ASSIGNED TASK: Count the lines below that contain the word "white", and reply with that number alone.

---- RECORDS TO USE

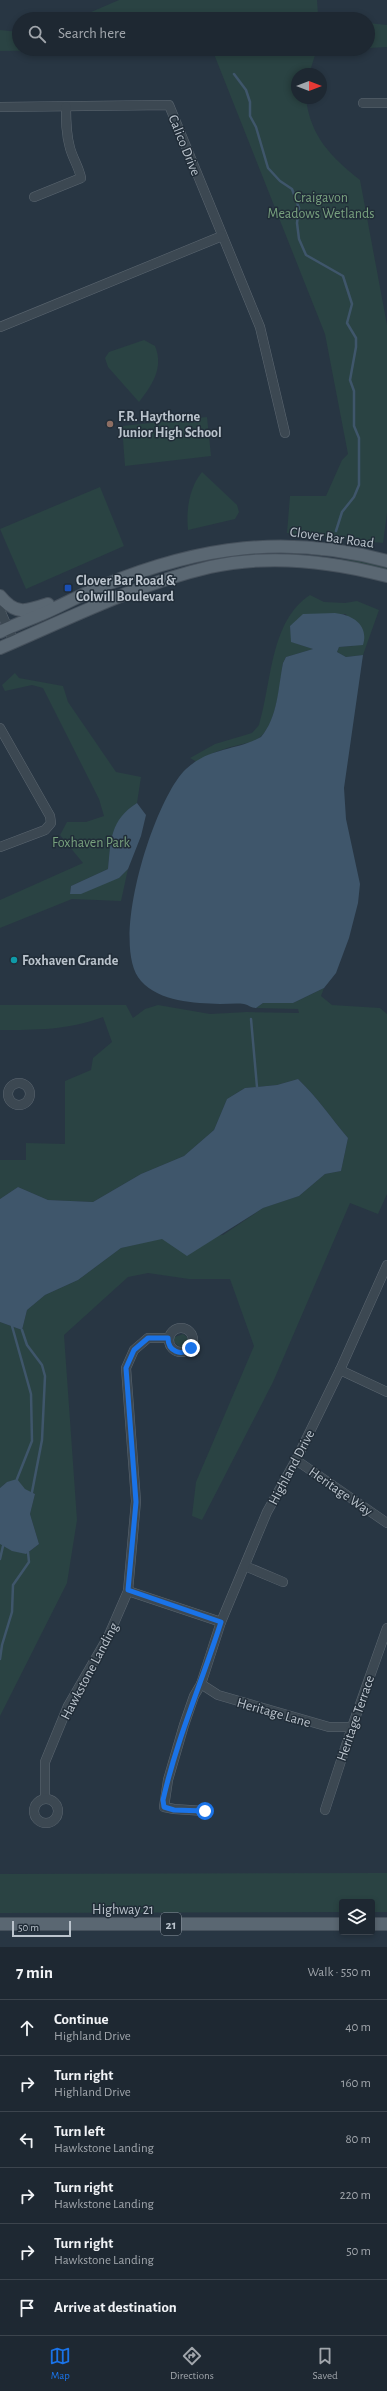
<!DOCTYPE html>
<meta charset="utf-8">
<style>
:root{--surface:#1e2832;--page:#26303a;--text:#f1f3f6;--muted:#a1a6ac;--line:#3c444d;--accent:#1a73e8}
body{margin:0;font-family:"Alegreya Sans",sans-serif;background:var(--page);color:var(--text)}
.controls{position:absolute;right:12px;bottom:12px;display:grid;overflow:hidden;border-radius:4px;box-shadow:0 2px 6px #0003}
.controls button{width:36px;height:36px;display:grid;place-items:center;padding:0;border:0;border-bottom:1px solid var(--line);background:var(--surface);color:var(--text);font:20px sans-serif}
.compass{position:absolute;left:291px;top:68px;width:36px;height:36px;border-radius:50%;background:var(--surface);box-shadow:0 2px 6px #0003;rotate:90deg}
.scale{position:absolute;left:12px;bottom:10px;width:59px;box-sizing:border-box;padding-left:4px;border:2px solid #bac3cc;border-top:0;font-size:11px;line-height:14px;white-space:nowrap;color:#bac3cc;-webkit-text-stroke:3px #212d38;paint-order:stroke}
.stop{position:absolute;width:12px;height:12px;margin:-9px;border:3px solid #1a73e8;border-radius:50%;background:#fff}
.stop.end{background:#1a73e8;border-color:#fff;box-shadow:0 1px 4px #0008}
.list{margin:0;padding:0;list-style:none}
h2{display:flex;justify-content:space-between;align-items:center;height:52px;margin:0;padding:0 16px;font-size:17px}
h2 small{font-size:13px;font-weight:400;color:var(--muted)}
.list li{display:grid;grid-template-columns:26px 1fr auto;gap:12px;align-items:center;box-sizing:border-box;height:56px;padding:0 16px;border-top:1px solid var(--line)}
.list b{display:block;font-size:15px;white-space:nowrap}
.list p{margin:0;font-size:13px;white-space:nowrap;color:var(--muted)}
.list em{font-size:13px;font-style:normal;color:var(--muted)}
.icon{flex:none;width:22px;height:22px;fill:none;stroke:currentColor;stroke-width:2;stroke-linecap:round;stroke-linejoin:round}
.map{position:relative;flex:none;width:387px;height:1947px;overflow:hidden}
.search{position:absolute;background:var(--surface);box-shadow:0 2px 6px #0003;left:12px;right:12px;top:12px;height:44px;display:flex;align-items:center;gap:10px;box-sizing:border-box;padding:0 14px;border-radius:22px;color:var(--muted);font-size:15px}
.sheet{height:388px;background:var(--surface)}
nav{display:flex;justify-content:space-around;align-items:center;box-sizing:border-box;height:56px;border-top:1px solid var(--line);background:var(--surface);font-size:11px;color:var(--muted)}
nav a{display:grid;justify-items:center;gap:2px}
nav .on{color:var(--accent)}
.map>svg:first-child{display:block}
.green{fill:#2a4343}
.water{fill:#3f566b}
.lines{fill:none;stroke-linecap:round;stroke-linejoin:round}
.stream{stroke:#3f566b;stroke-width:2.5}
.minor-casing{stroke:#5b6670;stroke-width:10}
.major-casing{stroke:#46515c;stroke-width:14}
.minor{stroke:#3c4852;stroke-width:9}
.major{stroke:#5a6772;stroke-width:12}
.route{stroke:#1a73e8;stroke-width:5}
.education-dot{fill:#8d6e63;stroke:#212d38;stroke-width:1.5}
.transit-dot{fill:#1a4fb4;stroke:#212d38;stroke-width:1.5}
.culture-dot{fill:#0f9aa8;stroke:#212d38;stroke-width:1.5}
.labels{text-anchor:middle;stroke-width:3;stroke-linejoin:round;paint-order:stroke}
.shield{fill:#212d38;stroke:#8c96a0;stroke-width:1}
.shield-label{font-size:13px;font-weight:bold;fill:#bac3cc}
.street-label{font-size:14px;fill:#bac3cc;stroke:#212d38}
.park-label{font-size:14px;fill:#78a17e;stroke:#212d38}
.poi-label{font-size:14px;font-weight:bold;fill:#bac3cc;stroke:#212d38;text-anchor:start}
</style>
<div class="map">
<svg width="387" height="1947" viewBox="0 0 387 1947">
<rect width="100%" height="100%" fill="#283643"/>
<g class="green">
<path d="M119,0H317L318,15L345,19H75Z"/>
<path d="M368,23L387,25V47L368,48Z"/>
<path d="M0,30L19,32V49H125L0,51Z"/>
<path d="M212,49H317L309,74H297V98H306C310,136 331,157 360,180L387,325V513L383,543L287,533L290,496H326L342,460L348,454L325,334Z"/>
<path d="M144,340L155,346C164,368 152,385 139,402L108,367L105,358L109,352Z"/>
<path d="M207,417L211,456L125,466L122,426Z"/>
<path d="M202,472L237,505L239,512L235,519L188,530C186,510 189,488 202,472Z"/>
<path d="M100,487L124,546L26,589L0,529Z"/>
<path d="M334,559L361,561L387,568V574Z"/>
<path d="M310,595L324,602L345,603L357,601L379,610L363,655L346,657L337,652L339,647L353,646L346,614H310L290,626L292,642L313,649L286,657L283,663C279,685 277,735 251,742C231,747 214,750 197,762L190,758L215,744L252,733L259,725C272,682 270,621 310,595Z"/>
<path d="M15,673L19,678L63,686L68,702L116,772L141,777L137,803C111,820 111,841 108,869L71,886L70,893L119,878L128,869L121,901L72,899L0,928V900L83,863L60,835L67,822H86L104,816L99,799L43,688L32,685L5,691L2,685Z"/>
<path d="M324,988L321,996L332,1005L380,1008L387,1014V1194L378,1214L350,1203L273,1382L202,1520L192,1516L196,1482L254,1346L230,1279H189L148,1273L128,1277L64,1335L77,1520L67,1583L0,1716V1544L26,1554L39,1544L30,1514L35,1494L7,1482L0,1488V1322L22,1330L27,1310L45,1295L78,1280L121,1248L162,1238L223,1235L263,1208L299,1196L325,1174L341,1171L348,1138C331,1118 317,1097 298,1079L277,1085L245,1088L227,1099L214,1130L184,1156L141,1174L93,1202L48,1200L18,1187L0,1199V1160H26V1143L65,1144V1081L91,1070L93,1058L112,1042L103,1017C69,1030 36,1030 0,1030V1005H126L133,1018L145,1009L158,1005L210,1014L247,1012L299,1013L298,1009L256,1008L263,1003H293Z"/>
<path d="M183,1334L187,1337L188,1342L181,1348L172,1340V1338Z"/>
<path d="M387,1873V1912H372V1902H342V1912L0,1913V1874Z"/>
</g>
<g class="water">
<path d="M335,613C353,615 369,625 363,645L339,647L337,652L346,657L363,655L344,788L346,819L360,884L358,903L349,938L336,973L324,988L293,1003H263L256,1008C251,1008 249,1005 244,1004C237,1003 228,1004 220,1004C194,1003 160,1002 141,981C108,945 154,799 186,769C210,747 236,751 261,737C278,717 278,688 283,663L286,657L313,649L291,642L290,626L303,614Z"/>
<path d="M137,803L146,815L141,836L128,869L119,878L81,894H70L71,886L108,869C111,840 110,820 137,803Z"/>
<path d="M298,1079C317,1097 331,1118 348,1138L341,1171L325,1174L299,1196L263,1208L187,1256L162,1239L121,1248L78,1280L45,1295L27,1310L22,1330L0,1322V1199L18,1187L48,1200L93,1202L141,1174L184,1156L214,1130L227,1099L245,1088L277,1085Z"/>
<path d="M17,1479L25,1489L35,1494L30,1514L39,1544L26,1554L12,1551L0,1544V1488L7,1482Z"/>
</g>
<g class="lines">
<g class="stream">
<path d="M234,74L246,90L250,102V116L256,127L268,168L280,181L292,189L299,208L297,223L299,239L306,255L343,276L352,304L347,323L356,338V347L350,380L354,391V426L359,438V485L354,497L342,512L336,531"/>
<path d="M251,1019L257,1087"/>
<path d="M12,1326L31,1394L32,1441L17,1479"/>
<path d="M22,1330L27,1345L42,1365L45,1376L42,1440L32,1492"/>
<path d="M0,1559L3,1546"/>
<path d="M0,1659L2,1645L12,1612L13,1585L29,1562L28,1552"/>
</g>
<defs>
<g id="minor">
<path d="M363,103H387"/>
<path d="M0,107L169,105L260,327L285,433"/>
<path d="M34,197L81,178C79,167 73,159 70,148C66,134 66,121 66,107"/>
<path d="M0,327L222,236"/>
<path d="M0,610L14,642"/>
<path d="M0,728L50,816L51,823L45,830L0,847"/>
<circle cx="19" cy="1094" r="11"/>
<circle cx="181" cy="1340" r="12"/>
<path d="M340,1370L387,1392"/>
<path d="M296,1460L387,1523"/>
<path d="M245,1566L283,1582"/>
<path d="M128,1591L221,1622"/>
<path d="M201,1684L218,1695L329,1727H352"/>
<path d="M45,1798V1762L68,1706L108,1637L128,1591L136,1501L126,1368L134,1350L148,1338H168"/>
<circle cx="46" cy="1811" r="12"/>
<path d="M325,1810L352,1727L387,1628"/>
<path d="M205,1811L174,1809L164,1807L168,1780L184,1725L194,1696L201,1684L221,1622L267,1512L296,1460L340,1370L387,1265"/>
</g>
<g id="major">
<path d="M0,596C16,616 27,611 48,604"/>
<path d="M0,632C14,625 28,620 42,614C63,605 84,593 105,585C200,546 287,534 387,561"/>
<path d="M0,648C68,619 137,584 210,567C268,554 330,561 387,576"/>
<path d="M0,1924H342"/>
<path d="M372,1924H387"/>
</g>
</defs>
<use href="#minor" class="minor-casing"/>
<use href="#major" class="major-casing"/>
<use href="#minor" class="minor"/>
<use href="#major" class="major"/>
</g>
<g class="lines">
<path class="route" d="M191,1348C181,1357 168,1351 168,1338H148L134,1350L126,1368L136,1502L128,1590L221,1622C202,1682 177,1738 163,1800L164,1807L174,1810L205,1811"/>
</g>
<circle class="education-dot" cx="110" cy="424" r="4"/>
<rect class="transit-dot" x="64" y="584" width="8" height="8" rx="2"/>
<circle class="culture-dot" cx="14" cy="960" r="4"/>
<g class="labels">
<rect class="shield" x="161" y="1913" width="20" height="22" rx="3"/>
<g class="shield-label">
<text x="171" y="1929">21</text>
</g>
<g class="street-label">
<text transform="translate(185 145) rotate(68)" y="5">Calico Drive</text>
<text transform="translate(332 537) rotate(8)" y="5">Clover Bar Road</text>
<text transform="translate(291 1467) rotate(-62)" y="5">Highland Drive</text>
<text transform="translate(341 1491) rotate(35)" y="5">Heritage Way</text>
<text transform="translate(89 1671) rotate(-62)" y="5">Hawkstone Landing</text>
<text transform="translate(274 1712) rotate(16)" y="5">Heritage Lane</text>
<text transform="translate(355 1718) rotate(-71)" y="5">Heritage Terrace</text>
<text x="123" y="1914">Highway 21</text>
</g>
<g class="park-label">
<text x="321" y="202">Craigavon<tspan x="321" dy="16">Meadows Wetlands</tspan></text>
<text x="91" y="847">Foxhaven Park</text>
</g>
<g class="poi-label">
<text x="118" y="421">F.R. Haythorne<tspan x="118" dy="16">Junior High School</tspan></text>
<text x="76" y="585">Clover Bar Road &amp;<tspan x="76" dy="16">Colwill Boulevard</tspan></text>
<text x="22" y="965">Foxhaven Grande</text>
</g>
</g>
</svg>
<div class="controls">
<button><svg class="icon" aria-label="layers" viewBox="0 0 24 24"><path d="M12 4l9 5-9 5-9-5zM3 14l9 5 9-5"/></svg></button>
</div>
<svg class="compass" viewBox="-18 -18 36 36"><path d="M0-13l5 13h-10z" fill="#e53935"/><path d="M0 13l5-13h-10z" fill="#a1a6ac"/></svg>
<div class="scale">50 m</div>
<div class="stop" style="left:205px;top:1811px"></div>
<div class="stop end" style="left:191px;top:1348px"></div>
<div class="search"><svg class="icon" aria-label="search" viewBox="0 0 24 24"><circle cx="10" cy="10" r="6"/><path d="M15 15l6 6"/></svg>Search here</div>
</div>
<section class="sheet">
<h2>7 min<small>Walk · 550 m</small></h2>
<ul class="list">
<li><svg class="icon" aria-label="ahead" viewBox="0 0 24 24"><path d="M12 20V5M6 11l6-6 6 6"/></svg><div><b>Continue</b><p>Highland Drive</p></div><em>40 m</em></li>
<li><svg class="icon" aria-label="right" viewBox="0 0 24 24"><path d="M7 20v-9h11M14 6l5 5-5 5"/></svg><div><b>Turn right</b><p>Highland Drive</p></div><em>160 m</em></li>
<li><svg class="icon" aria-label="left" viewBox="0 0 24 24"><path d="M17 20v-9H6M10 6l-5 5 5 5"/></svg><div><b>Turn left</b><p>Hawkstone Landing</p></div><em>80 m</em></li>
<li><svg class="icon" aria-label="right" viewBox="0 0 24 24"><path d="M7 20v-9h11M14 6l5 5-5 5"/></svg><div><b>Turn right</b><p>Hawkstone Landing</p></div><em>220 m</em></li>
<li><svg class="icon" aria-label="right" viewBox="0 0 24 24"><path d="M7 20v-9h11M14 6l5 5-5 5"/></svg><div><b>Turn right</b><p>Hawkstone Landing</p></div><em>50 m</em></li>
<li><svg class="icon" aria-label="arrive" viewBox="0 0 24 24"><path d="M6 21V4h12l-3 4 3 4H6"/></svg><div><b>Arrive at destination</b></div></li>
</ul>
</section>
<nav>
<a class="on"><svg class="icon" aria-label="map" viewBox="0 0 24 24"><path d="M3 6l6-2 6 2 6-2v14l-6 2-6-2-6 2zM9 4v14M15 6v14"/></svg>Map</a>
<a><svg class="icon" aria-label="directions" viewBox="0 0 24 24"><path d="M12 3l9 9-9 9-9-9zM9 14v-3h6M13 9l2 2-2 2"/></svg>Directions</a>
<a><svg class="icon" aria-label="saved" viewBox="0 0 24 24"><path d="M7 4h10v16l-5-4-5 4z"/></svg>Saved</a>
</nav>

--------

ANSWER TO THIS PROBLEM: 3